Insomma, la mossa di Alfano va nella direzione opposta a quella che molte anime belle pidielline si sono affrettate a stigmatizzare, cavalcando l’onda lunga di ‘primarie o morte’. E del resto, Alfano sulle primarie ci si è speso molto, sa che sono l’unico modo per riconnettersi con la gente, per riportare gli elettori alla partecipazione, per far sì che le scelte si facciano dal basso e non più e non solo dall’alto rimettendo al centro il dibattito sui programmi. Come può, adesso rinnegare ciò che ha proposto e che gli organismi del partito hanno approvato all’unanimità? Tuttavia, di fronte all’idea che il Cav. risquaderni tutto nuovamente, il segretario mette in cima alle priorità il partito e la sua esistenza rispetto al rischio della sua dissolvenza.

Un’ultima questione, non meno rilevante sulla quale il Pdl e lo stesso Berlusconi dovrebbe riflettere seriamente. La ‘lezione’ di Renzi sembra non essere passata. In che senso? Al di là di chi vince e chi perde la sfida del ballottaggio, il sindaco di Firenze è e resta il protagonista delle primarie del centrosinistra perché ha rianimato il dibattito in un Pd rinchiuso nelle logiche di apparato, quelle che all’inizio dicevano che lo scontro frontale tra due linee politiche avrebbe distrutto il partito (ricordate l’anatema di D’Alema?). Non c’è stata alcuna lacerazione, è successo semplicemente l’opposto. Il confronto tra due visioni è stato reso esplicito, trascinato fuori dai corridoi, dalle stanze delle nomenklature e portato nelle piazze, fisiche e mediatiche. Con un doppio risultato: occupare il dibattito pubblico per settimane coinvolgendo gli elettori.

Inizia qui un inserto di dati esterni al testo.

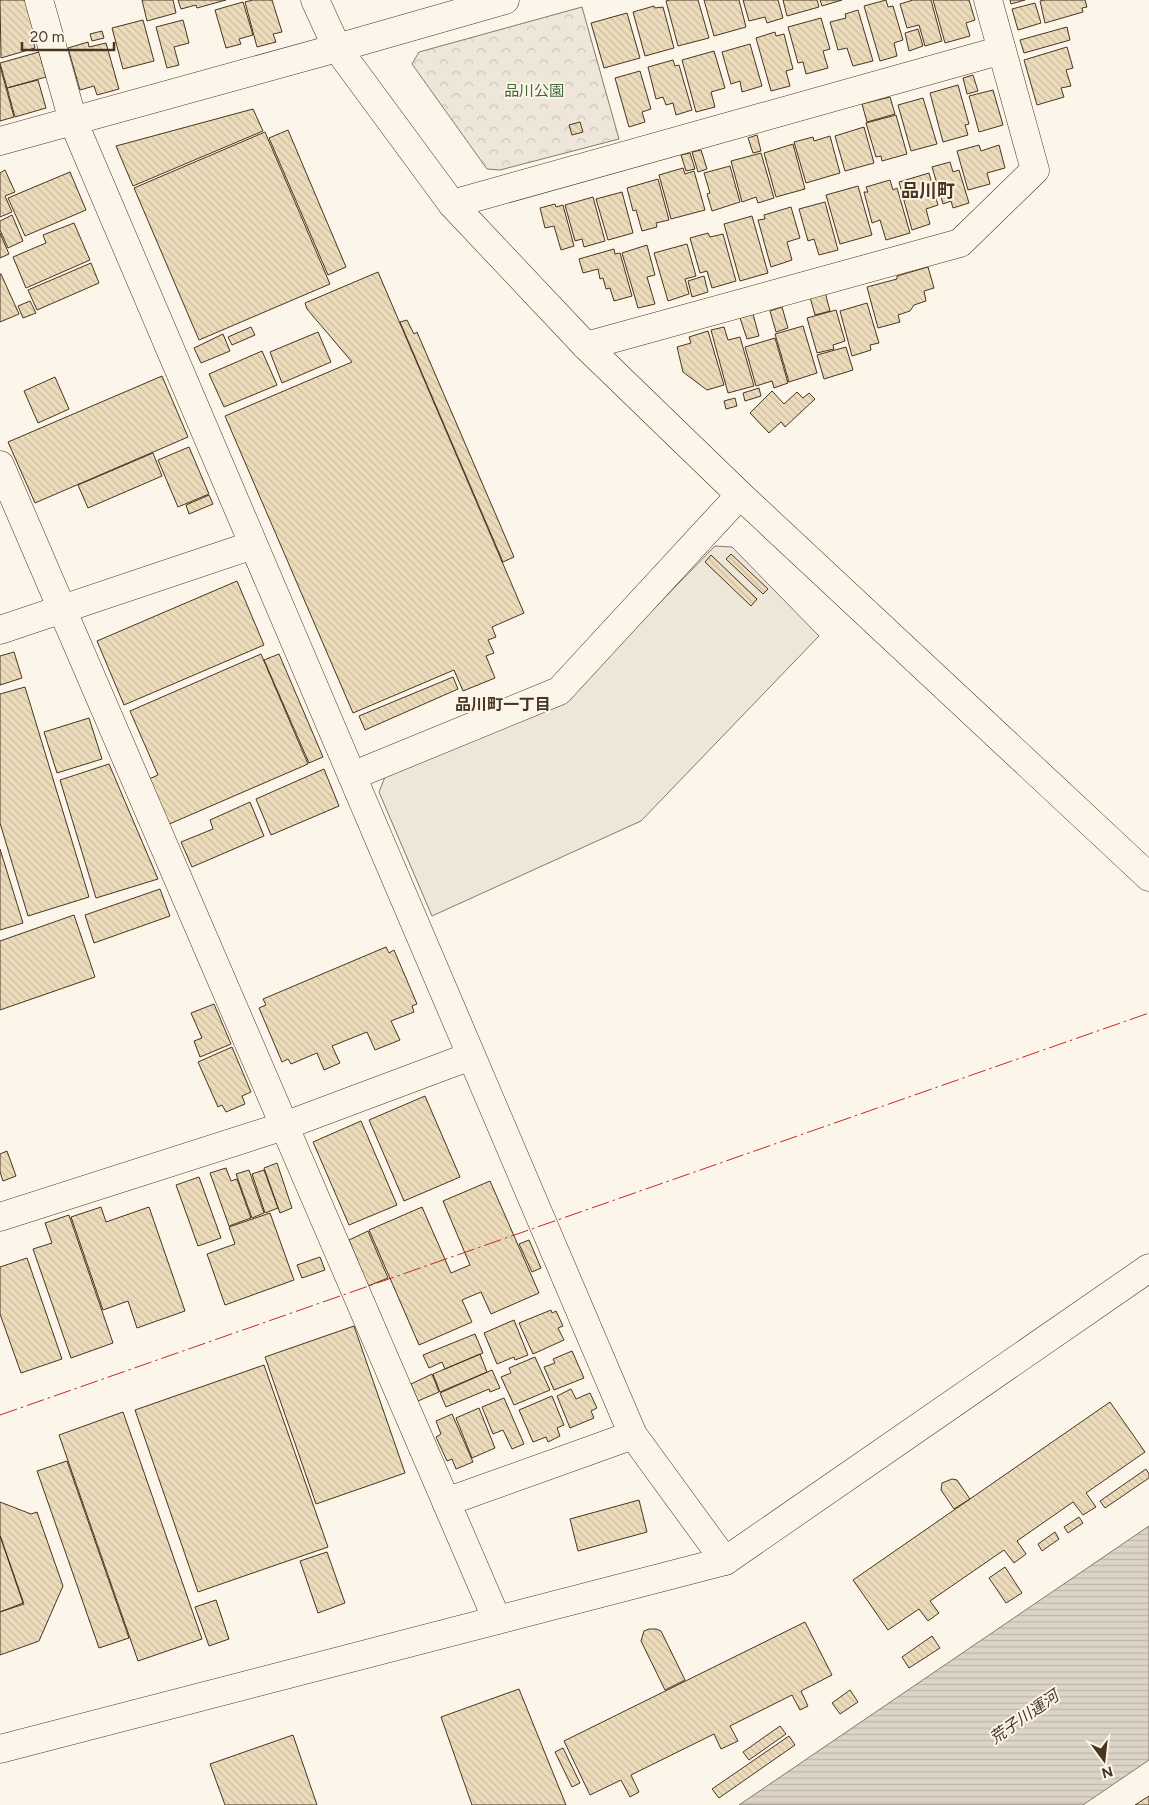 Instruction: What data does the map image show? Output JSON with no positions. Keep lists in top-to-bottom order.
{
  "districts": ["品川町", "品川町一丁目"],
  "water": ["荒子川運河"],
  "parks": ["品川公園"],
  "scale_bar": "20 m",
  "north": "bottom"
} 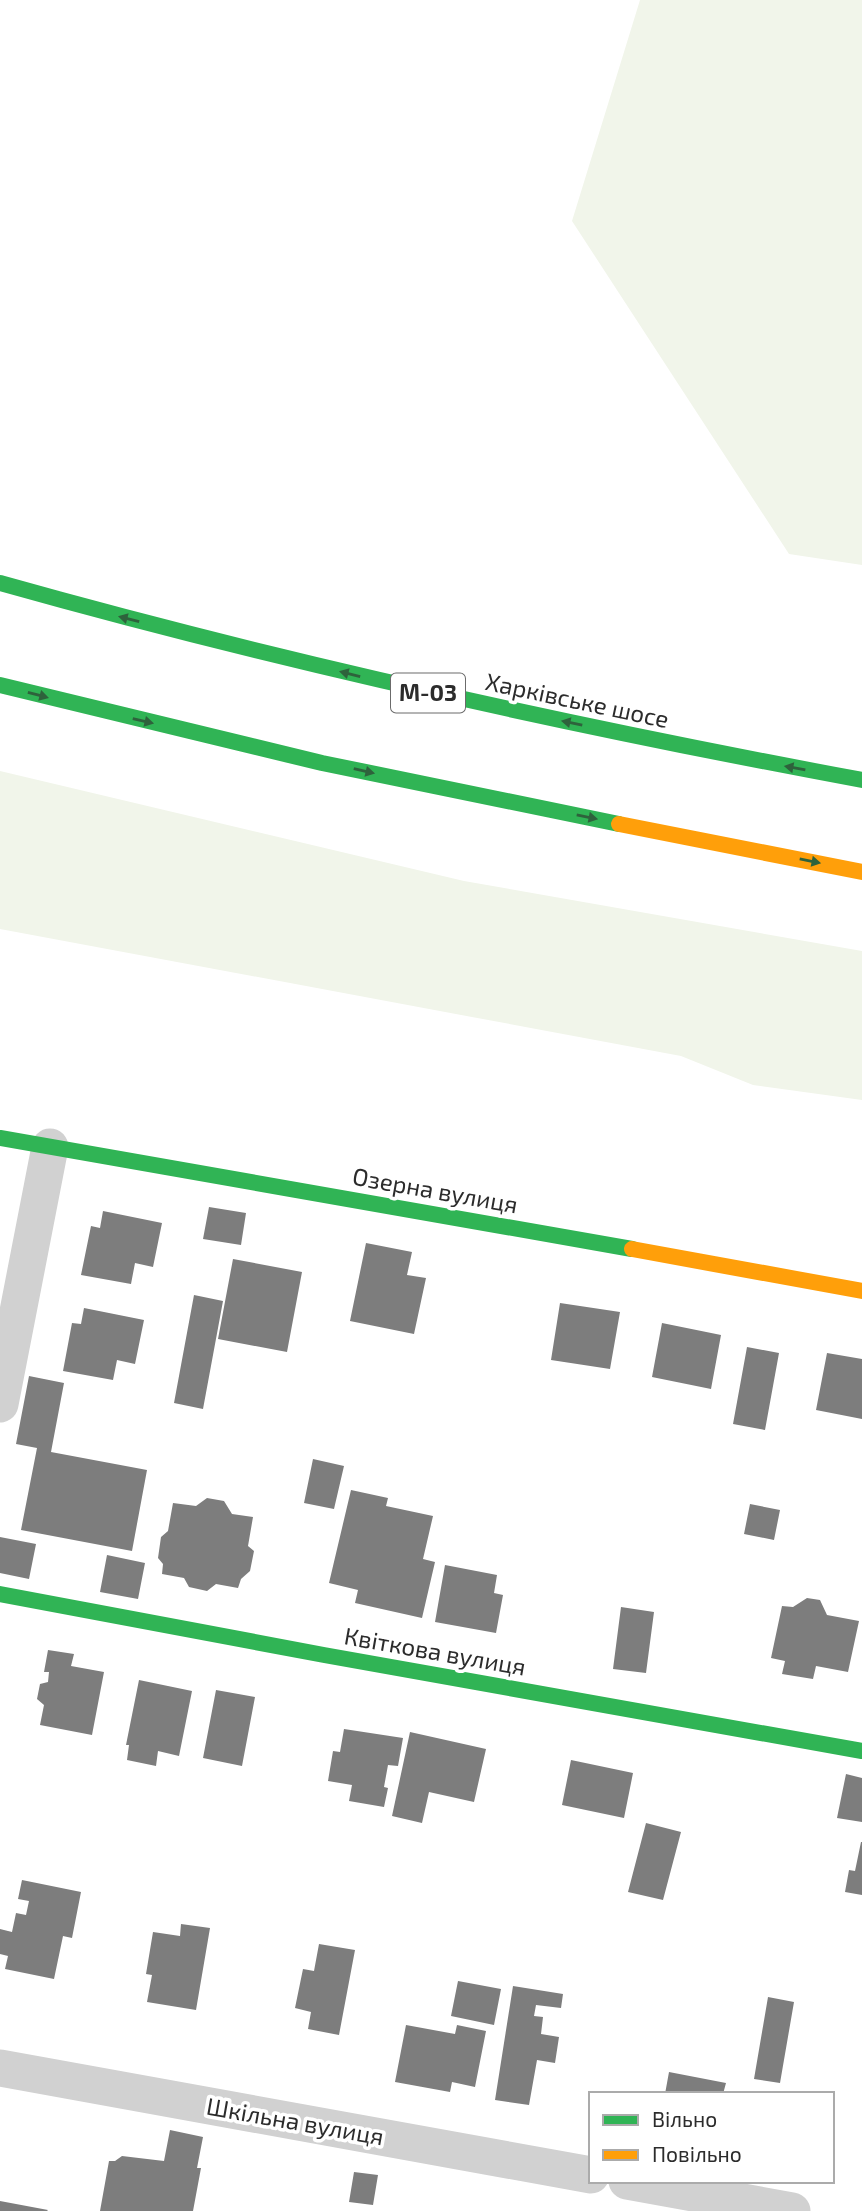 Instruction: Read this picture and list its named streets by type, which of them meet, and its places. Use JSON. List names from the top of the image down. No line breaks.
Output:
{"streets":{"main road":["М-03","Харківське шосе","Озерна вулиця","Квіткова вулиця"],"street":["Шкільна вулиця"]},"legend":["Вільно","Повільно"]}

Già, la partecipazioneo: il popolo piddì si è sentito coinvolto in una scelta chiara e netta sui contenuti, sui progetti, sulle proposte ed è questo che alla fine ha premiato (anche Bersani). In altre parole, la migliore risposta della politica delle cose da fare per il Paese all’antipolitica grillina. Esattamente ciò che dovrebbe fare il Pdl, è l’esortazione dell’ex sottosegretario alla Salute Eugenia Roccella: ripartire dalla idee, dalle persone che le incarnano, dalla gente che su queste si confronta e sceglie.

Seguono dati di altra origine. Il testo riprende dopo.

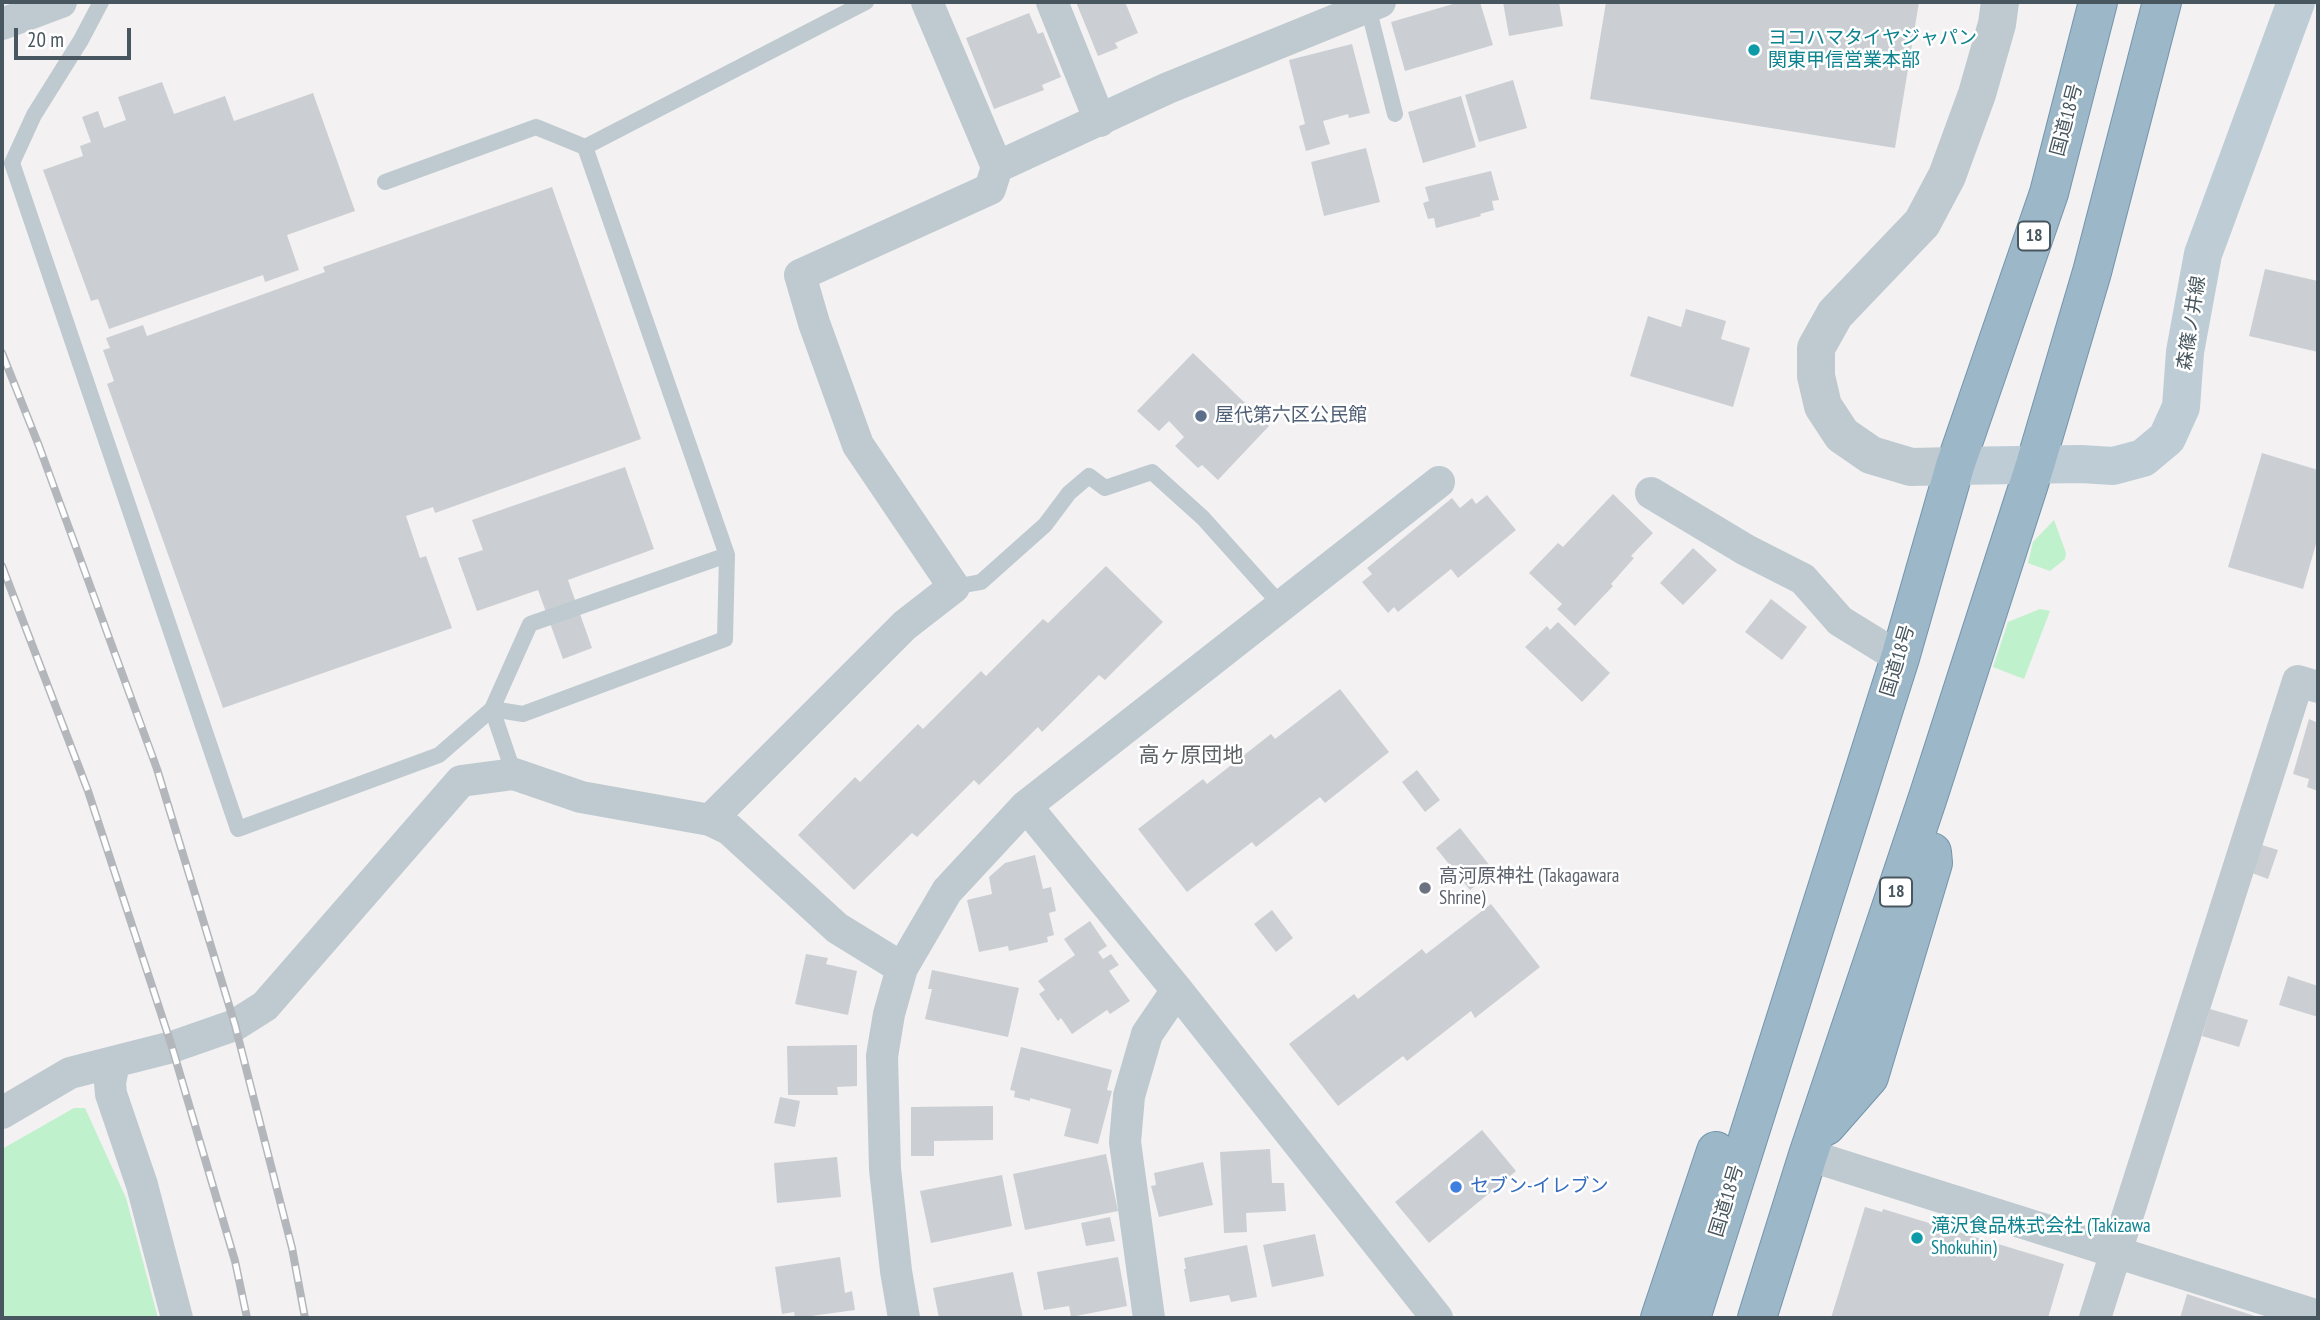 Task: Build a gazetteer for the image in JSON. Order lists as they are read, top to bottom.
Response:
{
  "streets": {
    "highway": ["国道18号", "18"],
    "main road": ["森篠ノ井線"]
  },
  "crossings": [
    ["国道18号", "森篠ノ井線"],
    ["18", "森篠ノ井線"]
  ],
  "districts": ["高ヶ原団地"],
  "places": [
    "ヨコハマタイヤジャパン 関東甲信営業本部",
    "屋代第六区公民館",
    "高河原神社 (Takagawara Shrine)",
    "セブン-イレブン",
    "滝沢食品株式会社 (Takizawa Shokuhin)"
  ],
  "scale_bar": "20 m"
}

Considerazione finale: lo stile Renzi non è altro che lo stile Berlusconi d’un tempo,  quello che ruppe i bizantinismi del teatrino della politica versione prima repubblica parlando direttamente all’elettorato. E’ paradossale che oggi proprio il Cav. non comprenda fino in fondo che il metodo vincente è proprio questo: dibattito limpido, esplicito, trasparente attraverso le primarie.